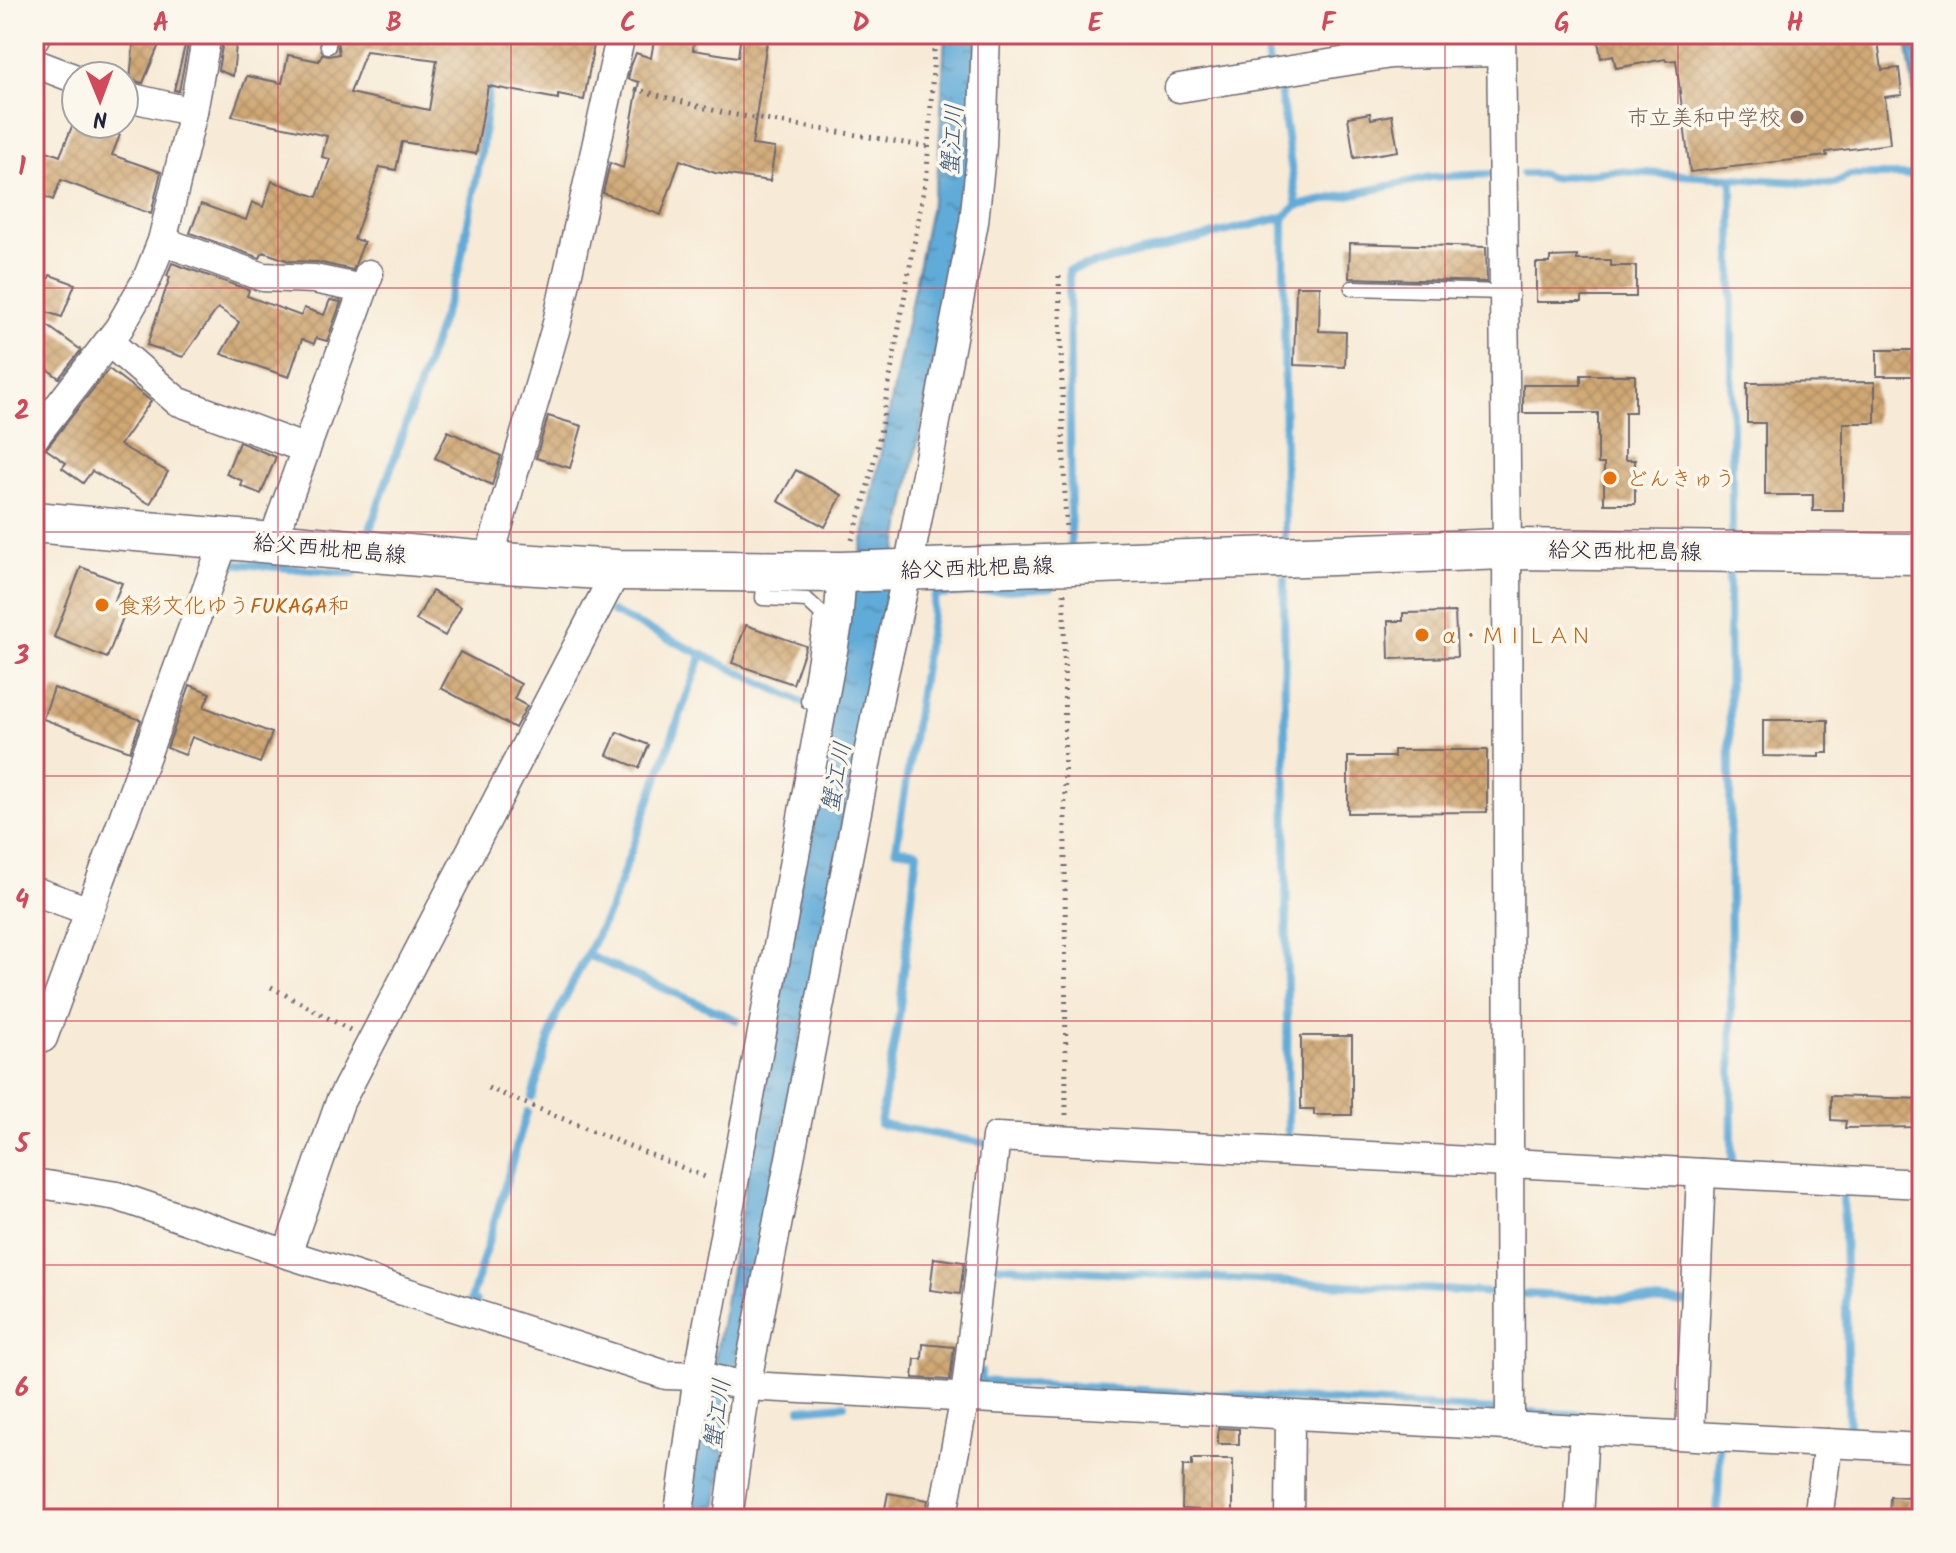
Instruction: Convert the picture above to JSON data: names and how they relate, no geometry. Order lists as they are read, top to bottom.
{
  "streets": {
    "main road": ["給父西枇杷島線"]
  },
  "water": ["蟹江川"],
  "places": [
    "市立美和中学校",
    "どんきゅう",
    "食彩文化ゆうFUKAGA和",
    "α・ＭＩＬＡＮ"
  ],
  "north": "bottom",
  "grid": {
    "columns": [
      "A",
      "B",
      "C",
      "D",
      "E",
      "F",
      "G",
      "H"
    ],
    "rows": [
      "1",
      "2",
      "3",
      "4",
      "5",
      "6"
    ]
  }
}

****************

** What is expected **
Output every entry above exactly as written, but omit the pictures.

** Expected answer **
Instruction: Convert the picture above to JSON data: names and how they relate, no geometry. Order lists as they are read, top to bottom.
{
  "streets": {
    "main road": ["給父西枇杷島線"]
  },
  "water": ["蟹江川"],
  "places": [
    "市立美和中学校",
    "どんきゅう",
    "食彩文化ゆうFUKAGA和",
    "α・ＭＩＬＡＮ"
  ],
  "north": "bottom",
  "grid": {
    "columns": [
      "A",
      "B",
      "C",
      "D",
      "E",
      "F",
      "G",
      "H"
    ],
    "rows": [
      "1",
      "2",
      "3",
      "4",
      "5",
      "6"
    ]
  }
}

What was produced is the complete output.